Reproduce exactly the lines of the material beneath, from the line that contains "617,849 617,875 517,876" to the line that contains "1695,805 1695,882 1690,882", both included, and no other lines.
DATASET ENTRIES section start
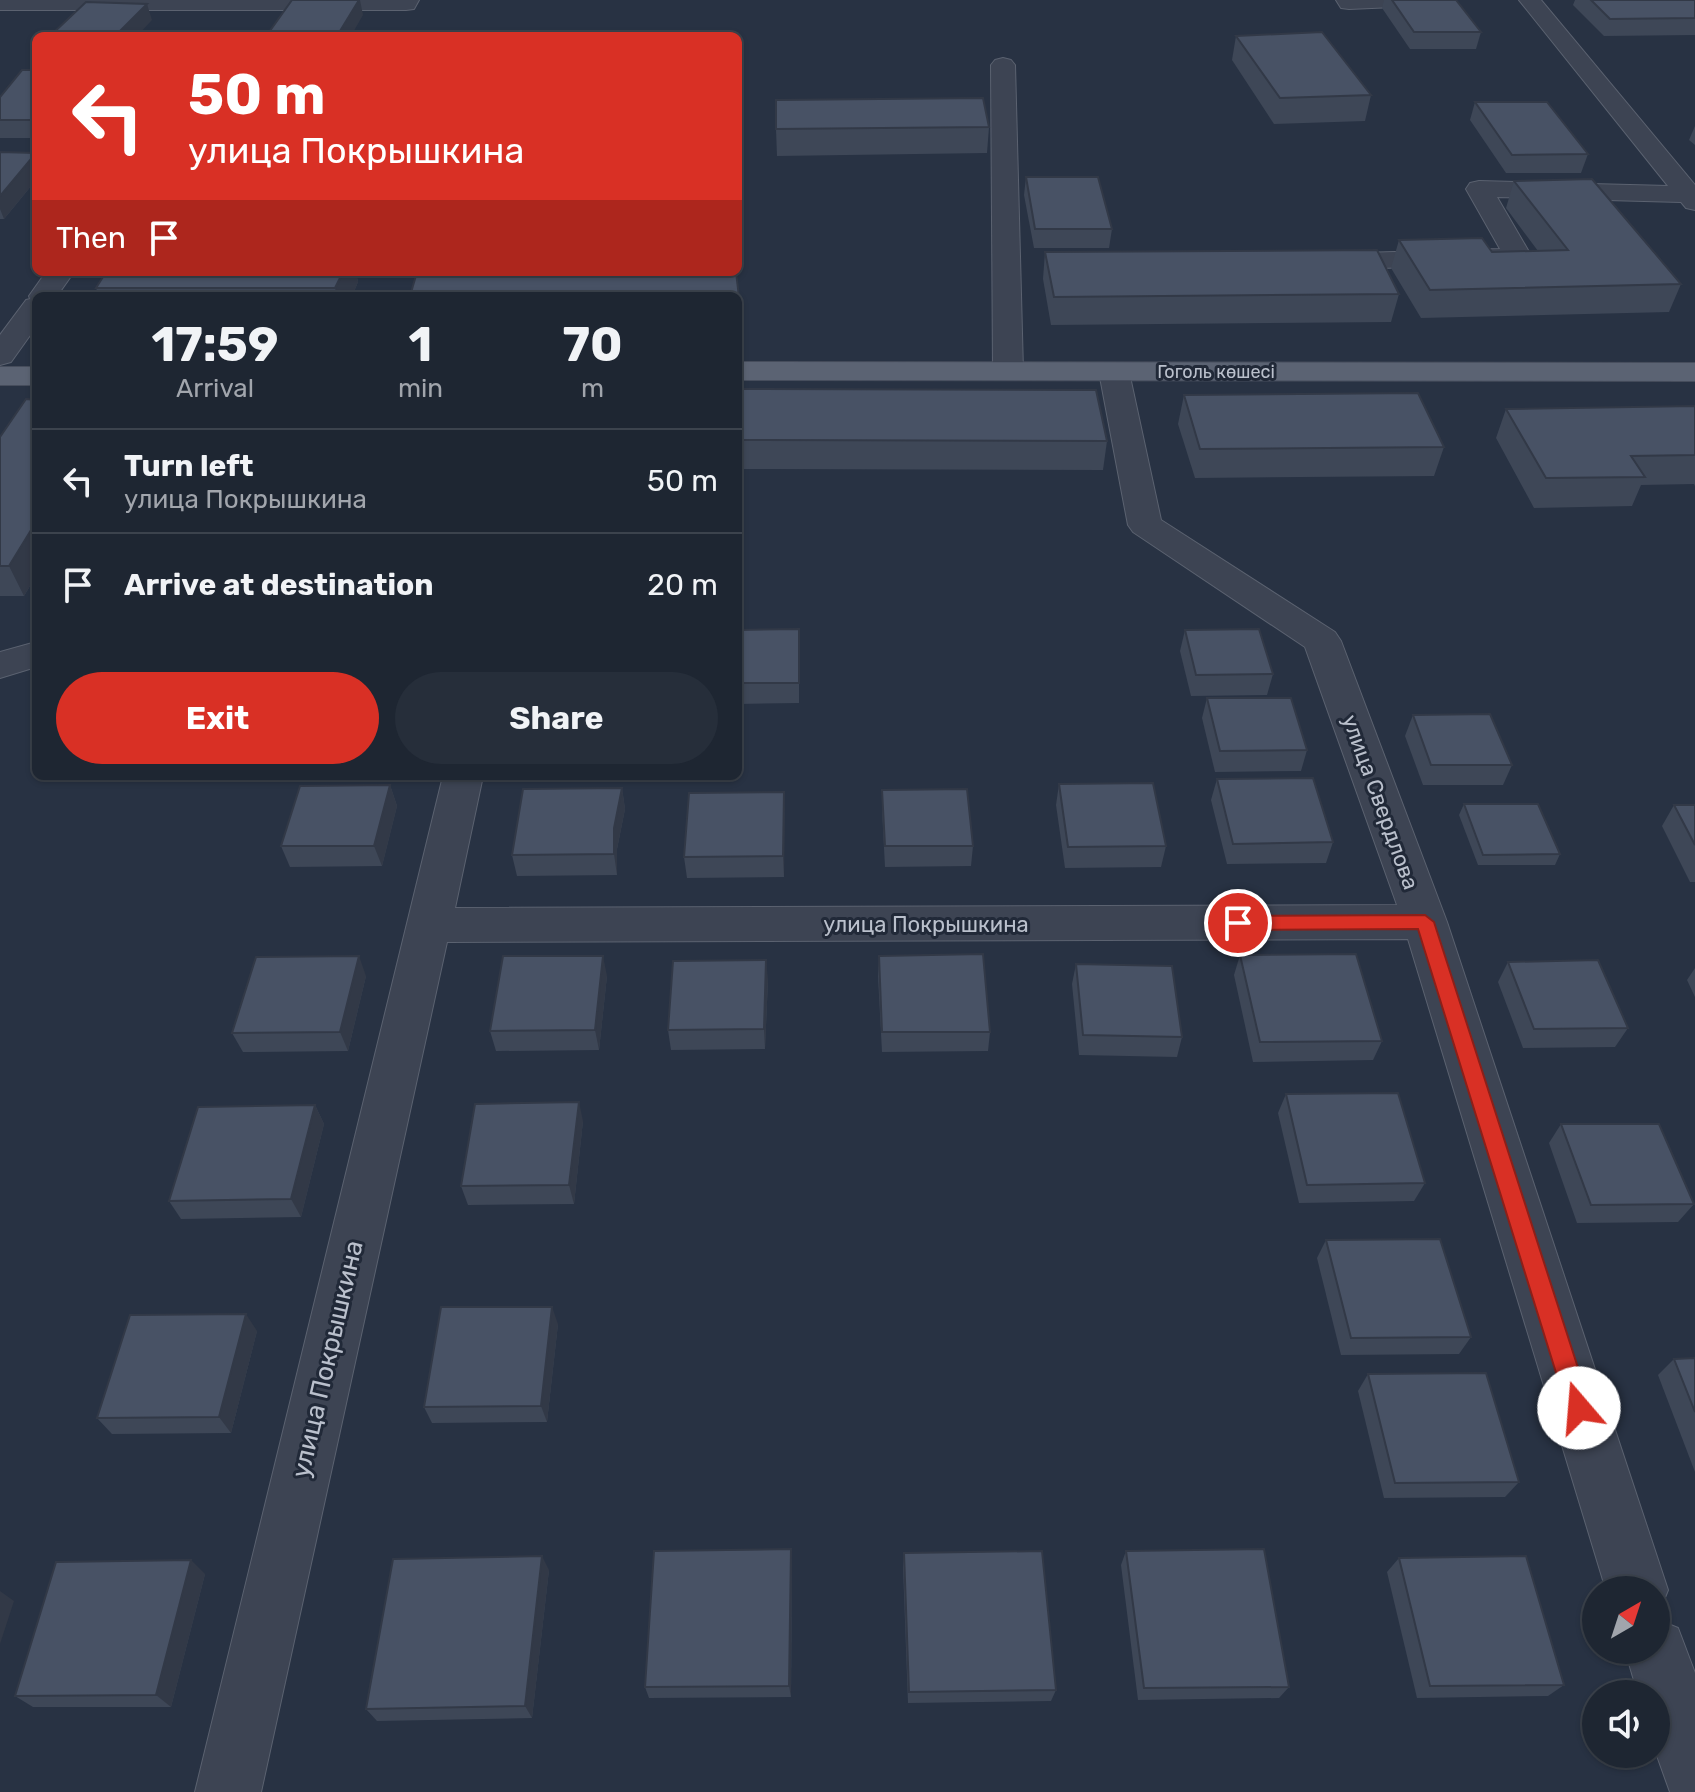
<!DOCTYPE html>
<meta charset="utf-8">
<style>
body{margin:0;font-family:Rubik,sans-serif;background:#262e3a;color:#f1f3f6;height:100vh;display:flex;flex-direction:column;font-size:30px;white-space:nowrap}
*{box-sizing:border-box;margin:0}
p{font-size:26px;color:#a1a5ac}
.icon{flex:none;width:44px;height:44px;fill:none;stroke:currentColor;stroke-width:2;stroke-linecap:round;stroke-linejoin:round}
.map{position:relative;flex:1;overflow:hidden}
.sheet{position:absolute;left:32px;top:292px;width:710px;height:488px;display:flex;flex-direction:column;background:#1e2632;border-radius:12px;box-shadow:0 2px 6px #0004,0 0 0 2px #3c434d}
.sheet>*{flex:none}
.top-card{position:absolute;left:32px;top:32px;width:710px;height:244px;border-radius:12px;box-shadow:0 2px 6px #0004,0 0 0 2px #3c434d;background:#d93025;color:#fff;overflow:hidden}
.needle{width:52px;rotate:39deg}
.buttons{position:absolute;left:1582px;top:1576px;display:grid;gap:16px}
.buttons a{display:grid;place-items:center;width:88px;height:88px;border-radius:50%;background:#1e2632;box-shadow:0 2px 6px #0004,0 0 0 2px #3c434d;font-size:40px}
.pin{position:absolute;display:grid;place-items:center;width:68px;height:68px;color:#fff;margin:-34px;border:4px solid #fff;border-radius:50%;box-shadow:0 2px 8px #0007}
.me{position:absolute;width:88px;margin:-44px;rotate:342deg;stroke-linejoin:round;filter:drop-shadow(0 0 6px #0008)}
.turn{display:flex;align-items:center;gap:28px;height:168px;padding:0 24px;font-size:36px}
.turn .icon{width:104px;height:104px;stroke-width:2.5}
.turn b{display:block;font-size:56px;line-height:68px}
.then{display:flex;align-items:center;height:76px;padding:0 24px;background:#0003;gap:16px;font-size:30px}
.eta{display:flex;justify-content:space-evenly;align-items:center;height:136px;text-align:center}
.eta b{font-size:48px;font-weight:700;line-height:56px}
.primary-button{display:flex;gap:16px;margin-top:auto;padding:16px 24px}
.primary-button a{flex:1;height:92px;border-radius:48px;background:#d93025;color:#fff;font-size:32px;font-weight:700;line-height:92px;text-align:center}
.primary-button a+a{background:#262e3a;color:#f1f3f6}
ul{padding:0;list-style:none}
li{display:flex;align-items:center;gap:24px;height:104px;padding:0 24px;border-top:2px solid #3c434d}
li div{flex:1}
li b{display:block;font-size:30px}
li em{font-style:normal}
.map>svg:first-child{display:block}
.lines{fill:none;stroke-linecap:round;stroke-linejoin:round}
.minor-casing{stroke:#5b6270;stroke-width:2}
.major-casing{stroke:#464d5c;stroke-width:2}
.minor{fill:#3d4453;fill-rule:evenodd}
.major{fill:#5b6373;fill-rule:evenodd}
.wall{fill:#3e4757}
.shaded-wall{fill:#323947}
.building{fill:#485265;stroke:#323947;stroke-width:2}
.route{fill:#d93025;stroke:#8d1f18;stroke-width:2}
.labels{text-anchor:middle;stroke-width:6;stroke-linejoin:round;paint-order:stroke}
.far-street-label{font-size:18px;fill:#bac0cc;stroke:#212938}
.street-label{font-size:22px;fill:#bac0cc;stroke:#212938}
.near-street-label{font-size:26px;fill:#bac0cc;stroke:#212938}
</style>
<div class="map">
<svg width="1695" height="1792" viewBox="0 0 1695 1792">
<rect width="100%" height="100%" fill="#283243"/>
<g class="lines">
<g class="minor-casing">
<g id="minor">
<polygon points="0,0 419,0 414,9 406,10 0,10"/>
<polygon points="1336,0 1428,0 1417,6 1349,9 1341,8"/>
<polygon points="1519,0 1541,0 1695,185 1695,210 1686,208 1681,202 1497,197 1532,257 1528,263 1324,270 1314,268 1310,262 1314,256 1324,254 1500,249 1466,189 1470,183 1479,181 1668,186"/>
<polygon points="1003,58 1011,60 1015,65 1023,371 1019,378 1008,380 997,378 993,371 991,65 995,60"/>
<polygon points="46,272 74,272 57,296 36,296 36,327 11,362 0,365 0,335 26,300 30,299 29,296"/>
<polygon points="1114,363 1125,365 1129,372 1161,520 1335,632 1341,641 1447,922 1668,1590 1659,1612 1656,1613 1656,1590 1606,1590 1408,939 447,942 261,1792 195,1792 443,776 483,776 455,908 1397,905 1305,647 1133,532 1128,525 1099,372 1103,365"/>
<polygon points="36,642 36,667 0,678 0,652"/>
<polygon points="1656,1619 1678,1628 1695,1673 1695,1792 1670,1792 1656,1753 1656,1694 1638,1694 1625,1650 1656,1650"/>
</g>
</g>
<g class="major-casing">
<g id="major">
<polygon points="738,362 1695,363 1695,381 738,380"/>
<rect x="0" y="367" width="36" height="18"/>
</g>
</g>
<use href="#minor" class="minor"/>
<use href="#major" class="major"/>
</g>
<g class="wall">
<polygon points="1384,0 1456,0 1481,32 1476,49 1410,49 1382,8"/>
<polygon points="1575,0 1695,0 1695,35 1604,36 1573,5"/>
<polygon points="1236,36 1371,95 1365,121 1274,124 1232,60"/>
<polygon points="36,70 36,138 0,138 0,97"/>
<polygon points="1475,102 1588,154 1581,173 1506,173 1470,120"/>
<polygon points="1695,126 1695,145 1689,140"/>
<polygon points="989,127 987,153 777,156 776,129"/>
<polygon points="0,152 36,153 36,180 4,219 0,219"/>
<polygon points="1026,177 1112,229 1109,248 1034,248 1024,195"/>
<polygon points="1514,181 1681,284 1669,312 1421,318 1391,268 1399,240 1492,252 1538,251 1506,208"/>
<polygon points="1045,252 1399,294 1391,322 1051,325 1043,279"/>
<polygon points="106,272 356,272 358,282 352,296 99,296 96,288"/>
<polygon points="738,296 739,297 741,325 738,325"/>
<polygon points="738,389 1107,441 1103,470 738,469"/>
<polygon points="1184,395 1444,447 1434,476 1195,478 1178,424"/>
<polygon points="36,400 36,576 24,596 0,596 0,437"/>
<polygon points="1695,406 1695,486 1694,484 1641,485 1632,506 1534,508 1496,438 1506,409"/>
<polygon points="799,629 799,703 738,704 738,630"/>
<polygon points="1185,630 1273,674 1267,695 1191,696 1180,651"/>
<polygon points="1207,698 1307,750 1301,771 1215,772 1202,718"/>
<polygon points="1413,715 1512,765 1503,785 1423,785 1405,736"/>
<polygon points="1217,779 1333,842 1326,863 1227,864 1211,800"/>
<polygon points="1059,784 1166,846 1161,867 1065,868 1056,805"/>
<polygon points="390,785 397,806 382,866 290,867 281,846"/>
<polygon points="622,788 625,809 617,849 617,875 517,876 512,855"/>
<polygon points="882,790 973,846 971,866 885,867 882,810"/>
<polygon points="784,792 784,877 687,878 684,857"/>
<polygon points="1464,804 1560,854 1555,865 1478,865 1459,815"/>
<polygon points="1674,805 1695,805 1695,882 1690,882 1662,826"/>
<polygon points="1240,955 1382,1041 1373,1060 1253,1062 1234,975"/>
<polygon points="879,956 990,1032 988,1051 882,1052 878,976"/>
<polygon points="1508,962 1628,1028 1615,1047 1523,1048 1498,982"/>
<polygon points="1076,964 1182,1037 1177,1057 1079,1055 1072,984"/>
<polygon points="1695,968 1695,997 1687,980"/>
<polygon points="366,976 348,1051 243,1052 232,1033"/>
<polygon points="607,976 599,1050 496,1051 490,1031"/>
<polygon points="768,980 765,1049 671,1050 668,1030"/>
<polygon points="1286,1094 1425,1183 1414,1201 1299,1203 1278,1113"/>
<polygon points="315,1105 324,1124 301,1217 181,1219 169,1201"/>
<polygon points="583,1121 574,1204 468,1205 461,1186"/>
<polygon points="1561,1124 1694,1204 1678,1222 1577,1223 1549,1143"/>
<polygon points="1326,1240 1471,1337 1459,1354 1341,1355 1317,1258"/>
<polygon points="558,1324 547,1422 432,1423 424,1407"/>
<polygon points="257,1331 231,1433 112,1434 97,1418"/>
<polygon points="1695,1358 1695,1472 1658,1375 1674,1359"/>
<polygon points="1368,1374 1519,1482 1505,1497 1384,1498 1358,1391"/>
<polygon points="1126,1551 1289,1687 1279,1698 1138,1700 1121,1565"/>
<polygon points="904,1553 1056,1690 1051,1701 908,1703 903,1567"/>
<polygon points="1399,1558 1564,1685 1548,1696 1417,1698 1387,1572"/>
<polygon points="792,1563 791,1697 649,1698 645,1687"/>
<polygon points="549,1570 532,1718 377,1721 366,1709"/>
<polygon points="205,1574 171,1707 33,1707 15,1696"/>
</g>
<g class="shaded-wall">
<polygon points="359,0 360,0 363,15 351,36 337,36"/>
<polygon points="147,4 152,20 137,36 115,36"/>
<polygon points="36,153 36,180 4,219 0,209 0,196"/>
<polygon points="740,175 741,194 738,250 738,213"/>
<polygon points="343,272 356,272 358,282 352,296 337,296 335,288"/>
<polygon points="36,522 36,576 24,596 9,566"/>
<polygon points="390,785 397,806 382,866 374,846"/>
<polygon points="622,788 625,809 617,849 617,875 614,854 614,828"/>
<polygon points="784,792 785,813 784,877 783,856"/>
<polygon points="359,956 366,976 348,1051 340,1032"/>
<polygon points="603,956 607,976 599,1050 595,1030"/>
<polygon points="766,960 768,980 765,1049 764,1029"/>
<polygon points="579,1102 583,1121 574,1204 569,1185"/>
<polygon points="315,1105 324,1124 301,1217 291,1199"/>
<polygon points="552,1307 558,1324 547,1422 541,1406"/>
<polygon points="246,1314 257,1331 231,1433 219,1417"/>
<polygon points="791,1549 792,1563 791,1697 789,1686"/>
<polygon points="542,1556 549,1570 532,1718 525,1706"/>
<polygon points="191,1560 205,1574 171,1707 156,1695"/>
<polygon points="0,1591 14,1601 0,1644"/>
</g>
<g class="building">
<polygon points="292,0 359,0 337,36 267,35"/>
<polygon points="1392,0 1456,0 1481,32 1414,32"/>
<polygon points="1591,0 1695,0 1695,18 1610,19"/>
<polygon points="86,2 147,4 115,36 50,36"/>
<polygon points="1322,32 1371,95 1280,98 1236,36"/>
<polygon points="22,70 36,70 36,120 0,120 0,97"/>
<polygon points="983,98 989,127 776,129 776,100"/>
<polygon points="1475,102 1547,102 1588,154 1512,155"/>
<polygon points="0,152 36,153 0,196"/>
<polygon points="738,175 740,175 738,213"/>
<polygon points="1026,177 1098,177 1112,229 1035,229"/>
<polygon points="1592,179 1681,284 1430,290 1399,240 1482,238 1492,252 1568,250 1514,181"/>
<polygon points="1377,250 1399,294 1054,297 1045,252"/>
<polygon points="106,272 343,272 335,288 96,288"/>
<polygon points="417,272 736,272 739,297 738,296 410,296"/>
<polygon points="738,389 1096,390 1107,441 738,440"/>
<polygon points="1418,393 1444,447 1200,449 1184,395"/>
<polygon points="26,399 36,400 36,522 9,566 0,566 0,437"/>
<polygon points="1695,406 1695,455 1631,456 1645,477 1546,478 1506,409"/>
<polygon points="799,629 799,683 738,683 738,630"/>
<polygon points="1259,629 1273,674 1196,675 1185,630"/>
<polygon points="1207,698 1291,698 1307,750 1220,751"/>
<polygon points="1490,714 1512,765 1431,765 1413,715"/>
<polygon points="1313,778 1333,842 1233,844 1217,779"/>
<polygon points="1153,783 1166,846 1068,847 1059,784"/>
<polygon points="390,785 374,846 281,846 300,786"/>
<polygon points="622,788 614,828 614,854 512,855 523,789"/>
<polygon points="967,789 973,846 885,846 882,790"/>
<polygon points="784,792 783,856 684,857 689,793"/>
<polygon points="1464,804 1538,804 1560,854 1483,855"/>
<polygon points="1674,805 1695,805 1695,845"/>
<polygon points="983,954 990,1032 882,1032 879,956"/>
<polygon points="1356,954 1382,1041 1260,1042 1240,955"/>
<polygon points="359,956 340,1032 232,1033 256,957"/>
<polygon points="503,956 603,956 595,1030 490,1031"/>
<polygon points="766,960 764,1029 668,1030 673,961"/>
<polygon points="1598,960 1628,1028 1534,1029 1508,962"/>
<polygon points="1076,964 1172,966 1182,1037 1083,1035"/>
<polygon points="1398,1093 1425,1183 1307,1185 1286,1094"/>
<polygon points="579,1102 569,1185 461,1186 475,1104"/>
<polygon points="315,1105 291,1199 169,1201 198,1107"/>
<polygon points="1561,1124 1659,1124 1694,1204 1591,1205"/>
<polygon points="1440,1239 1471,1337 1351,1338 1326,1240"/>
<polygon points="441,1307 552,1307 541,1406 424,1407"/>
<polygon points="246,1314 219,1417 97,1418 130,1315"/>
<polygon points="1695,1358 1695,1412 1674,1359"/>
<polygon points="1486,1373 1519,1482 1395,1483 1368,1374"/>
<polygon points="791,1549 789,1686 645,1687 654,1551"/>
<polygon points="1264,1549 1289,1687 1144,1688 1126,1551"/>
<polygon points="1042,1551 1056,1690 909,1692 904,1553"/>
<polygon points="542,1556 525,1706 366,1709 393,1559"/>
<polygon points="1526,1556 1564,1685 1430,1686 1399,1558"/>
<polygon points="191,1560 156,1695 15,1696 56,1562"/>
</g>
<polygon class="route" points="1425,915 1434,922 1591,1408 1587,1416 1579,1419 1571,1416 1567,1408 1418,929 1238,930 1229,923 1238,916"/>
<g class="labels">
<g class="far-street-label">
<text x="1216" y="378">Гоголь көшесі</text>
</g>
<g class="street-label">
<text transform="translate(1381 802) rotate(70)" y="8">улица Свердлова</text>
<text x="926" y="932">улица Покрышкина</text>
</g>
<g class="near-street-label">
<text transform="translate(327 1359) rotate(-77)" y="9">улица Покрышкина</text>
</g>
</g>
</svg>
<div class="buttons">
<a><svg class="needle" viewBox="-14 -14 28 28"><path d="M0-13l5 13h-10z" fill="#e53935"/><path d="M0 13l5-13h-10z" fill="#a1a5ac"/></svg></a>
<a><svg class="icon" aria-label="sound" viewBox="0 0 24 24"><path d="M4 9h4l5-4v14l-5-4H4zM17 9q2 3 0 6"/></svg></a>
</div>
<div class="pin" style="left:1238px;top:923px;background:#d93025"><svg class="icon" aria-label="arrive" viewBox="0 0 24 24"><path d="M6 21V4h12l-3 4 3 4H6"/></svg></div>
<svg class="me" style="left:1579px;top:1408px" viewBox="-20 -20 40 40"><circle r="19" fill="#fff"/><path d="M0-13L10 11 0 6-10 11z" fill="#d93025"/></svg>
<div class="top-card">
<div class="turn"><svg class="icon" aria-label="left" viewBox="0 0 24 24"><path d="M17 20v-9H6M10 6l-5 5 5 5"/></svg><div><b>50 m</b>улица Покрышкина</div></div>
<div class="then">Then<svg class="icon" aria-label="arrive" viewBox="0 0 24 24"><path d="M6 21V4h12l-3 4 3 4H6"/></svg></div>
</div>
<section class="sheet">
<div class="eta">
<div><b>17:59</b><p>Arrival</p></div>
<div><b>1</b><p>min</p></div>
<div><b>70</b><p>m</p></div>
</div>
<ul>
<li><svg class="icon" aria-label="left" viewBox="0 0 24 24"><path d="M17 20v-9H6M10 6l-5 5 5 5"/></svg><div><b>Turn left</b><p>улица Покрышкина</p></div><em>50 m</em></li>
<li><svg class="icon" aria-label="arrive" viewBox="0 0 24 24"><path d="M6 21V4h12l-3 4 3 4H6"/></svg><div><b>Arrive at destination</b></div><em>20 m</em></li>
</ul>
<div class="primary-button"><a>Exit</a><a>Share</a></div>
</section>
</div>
DATASET ENTRIES section end
**SOLUTION**:
<polygon points="622,788 625,809 617,849 617,875 517,876 512,855"/>
<polygon points="882,790 973,846 971,866 885,867 882,810"/>
<polygon points="784,792 784,877 687,878 684,857"/>
<polygon points="1464,804 1560,854 1555,865 1478,865 1459,815"/>
<polygon points="1674,805 1695,805 1695,882 1690,882 1662,826"/>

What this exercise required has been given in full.